Well, some of the things do have that feel. It's mostly in the way the instruments were played.

You like that sound?

Yeah, very much so... The old Chess records, Sun records: I think that's my favourite sound for a record.

What do you like about that sound?

I like the mood – the intensity. The sound is uncluttered. There's power and suspense. It's alive.Kind of sticks in your head like a toothache.

Do you think the Chess brothers knew what they were doing?

Oh sure, how could they not? I don't think they thought they were making history, though.

Did you ever meet Howlin' Wolf? Muddy Waters?

I saw Wolf perform a few times but never met him. Muddy I knew a little.

Do you have a picture in your head of where these songs take place? Where is the guy in "Life Is Hard" standing when he sings that song?

Well, the movie's kind of a road trip from Kansas City to New Orleans. The guy's probably standing along the way somewhere.

Movie?

Yeah.

How did you get involved in that?

The French director Olivier Dahan approached me about composing some songs for a film he was writing and directing.

What did you find intriguing about that? You must get approached for movie songs all the time.

I had seen one of his movies – the one about Edith Piaf – and I liked it.

What's this new one about?

It's kind of a journey... a journey of self-discovery... taking place in the American South.

Who's in it?

I think Forest Whitaker and Renée Zellweger are in it.

And he wanted you to do the soundtrack?

Yeah, pretty much. But he wasn't too specific. The only thing he needed for sure was a ballad for the main character to sing. And that's "Life Is Hard".

Were all the songs on this record written for the movie?

Well no, not really. We started off with "Life Is Hard" and then the record sort of took its own direction.

The record's very different from Modern Times.
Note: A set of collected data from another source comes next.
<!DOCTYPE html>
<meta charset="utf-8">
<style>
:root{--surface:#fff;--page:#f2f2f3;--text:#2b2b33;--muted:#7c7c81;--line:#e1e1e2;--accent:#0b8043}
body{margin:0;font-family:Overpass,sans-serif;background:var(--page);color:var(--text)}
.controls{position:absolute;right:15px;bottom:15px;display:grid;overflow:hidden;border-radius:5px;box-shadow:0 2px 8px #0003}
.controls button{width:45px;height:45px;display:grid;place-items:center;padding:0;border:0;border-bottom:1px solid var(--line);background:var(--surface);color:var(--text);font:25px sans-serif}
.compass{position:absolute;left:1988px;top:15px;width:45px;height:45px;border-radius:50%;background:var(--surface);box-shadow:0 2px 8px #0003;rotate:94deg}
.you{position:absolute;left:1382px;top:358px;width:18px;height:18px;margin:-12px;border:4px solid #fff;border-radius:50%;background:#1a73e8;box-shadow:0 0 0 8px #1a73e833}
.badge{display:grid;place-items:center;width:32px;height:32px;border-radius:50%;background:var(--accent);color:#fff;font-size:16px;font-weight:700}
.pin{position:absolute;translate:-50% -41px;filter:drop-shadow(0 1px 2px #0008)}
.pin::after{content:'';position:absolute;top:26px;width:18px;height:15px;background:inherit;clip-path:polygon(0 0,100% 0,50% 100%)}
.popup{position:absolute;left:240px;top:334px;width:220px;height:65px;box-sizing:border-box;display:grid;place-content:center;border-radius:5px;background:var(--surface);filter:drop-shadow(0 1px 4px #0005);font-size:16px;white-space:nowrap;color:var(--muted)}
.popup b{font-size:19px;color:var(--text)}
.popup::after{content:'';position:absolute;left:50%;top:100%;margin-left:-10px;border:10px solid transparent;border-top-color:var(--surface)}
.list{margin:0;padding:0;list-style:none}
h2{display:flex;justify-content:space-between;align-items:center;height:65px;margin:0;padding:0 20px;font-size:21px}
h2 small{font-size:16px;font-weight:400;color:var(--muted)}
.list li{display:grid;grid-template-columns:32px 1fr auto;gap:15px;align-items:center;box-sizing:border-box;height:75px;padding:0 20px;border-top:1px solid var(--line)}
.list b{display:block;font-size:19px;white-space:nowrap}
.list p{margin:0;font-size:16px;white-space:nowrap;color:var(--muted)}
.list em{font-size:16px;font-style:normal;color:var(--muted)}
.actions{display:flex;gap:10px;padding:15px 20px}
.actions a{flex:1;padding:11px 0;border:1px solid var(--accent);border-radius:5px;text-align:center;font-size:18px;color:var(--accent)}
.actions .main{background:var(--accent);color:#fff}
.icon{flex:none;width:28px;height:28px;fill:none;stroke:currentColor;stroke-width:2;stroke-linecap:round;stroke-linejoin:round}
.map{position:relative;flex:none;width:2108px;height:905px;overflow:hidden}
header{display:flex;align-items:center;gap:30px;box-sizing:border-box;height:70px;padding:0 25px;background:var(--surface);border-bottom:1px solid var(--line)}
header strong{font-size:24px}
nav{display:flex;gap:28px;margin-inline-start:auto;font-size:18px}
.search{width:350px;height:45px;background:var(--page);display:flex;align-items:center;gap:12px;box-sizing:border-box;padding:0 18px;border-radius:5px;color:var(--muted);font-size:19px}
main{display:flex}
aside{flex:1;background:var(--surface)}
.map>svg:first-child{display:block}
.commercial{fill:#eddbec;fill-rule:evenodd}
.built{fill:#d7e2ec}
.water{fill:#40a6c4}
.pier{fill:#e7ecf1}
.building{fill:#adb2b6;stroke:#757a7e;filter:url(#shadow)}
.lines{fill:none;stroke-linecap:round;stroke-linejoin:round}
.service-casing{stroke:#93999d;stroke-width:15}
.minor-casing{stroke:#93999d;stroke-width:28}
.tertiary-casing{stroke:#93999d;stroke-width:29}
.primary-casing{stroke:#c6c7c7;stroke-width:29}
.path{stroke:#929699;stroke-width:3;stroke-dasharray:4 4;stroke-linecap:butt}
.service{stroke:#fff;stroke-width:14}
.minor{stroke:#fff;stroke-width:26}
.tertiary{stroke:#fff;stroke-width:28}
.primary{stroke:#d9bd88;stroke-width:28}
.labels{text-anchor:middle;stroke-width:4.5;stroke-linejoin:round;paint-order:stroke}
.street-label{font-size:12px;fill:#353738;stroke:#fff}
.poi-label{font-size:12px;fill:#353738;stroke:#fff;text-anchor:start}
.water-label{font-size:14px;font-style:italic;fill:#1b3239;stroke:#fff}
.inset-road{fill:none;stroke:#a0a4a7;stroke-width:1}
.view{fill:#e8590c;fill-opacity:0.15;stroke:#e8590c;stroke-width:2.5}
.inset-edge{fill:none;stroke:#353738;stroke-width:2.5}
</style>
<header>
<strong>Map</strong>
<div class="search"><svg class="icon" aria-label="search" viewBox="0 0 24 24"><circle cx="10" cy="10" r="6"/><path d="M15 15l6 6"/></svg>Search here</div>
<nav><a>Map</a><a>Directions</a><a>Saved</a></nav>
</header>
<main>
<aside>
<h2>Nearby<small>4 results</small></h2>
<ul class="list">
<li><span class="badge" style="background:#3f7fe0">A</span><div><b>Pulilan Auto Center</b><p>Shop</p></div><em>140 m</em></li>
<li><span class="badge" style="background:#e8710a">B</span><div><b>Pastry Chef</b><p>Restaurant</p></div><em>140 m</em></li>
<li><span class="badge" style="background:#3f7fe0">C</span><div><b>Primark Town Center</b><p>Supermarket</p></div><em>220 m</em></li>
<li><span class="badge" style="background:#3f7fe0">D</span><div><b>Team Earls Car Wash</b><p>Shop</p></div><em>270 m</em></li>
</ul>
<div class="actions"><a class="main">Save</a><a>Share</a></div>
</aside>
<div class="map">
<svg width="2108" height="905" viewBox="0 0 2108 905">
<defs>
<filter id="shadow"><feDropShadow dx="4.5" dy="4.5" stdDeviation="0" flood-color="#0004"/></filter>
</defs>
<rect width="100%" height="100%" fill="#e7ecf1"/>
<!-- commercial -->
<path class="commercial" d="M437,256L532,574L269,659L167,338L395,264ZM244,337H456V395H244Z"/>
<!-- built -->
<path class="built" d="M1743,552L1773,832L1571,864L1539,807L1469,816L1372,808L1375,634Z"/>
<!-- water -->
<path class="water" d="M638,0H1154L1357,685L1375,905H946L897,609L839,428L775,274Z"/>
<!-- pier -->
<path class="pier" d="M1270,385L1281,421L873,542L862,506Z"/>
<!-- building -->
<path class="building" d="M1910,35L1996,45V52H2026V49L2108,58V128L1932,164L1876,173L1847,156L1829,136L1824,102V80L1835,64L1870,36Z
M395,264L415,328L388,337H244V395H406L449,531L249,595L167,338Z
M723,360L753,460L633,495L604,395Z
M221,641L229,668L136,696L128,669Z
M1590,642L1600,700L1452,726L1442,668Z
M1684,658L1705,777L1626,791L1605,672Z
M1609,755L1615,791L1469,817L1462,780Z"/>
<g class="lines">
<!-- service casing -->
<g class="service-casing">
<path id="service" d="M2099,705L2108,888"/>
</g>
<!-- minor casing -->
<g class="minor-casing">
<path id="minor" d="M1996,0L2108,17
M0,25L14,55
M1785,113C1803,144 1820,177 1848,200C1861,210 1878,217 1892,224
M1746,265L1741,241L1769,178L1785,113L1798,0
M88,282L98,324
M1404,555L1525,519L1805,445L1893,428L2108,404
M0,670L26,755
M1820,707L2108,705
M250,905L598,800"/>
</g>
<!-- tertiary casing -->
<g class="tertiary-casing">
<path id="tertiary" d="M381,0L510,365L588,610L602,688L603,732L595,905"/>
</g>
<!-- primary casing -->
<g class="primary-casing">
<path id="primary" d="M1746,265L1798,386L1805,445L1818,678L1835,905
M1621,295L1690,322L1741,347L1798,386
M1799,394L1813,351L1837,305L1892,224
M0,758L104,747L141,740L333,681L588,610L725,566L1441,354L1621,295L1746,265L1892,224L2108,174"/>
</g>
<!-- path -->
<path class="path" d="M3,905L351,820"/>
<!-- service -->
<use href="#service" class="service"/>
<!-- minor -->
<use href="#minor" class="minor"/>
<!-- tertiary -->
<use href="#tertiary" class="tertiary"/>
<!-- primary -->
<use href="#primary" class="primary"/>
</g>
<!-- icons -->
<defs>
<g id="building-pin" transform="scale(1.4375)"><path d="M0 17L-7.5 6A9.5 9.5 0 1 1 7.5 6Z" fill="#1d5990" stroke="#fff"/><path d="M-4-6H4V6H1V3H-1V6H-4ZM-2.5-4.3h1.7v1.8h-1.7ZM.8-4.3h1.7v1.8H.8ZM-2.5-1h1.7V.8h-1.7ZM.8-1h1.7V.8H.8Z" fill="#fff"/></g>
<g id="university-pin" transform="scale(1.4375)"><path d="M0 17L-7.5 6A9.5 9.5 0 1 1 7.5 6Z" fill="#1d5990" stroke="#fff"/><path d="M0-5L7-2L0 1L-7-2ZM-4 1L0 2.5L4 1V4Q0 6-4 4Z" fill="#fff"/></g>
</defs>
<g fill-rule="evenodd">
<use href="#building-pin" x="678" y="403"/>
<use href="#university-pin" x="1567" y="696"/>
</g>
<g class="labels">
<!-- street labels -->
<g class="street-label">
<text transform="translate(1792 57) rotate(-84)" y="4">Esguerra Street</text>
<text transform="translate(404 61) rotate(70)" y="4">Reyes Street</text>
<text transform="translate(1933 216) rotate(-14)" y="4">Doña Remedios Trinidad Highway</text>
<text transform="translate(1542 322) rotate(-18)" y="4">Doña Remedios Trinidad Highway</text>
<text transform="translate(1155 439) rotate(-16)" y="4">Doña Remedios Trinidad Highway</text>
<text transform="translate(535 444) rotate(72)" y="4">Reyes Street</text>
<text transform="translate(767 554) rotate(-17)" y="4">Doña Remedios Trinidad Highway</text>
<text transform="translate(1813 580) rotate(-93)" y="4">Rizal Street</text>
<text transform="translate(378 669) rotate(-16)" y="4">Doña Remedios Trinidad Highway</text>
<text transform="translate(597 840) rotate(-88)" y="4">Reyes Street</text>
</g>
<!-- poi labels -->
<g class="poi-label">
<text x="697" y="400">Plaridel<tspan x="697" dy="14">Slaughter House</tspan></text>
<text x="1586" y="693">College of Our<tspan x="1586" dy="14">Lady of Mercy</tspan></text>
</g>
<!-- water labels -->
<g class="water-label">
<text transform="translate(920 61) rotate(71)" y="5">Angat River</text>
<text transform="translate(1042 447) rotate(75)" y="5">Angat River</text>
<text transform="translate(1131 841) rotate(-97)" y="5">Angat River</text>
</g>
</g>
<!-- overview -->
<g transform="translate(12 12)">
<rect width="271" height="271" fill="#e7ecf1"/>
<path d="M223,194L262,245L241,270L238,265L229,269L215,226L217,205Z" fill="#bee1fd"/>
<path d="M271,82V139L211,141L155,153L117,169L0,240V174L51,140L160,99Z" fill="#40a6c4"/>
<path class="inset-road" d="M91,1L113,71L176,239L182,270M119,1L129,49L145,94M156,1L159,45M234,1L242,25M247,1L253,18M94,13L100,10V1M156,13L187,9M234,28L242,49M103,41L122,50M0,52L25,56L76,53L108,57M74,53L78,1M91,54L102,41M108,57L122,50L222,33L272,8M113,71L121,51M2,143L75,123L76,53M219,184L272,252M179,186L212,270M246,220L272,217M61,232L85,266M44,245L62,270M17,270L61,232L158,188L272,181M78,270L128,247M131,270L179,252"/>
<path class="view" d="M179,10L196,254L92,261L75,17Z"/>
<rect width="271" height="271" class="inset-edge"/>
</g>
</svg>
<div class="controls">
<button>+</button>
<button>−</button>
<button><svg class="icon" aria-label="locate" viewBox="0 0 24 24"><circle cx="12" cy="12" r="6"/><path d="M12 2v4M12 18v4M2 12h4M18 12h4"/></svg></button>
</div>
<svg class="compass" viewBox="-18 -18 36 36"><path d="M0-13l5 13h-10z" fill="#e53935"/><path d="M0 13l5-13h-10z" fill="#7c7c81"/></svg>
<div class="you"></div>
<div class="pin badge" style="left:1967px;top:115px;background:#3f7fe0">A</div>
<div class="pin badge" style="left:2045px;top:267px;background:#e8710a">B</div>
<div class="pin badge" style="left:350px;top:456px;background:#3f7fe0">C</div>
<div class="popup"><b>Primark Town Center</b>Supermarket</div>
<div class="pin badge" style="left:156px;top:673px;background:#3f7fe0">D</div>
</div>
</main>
It seems like every time you have a big hit, next time out you change things around. Why don't you milk it a little bit?

I think we milked it all we could on that last record. All the Modern Times songs were written and performed in the widest range possible so they had a little bit of everything. These new songs have more of a romantic edge.

How so?

They don't need to cover the same ground. Modern Times' songs brought my repertoire up to date, and the light was directed in a certain way. You must have somebody in mind as an audience.

What do you mean by that?

There didn't seem to be any general consensus among my listeners [concerning their preferred Dylan eras]. My audience feel style and substance in a more visceral way and let it go at that. Images don't hang anybody up. If there's an astrologer with a criminal record in one of my songs, it's not going to make anybody wonder if the human race is doomed. Images are taken at face value and it kind of freed me up.

In what way?

Well, if there are shadows and flowers and swampy ledges in a composition, that's what they are in their essence. There's no mystification.

Like a locomotive, a pair of boots, a kiss or the rain?

Right. All those things are what they are. Or pieces of what they are. It's the way you move them around that makes it work.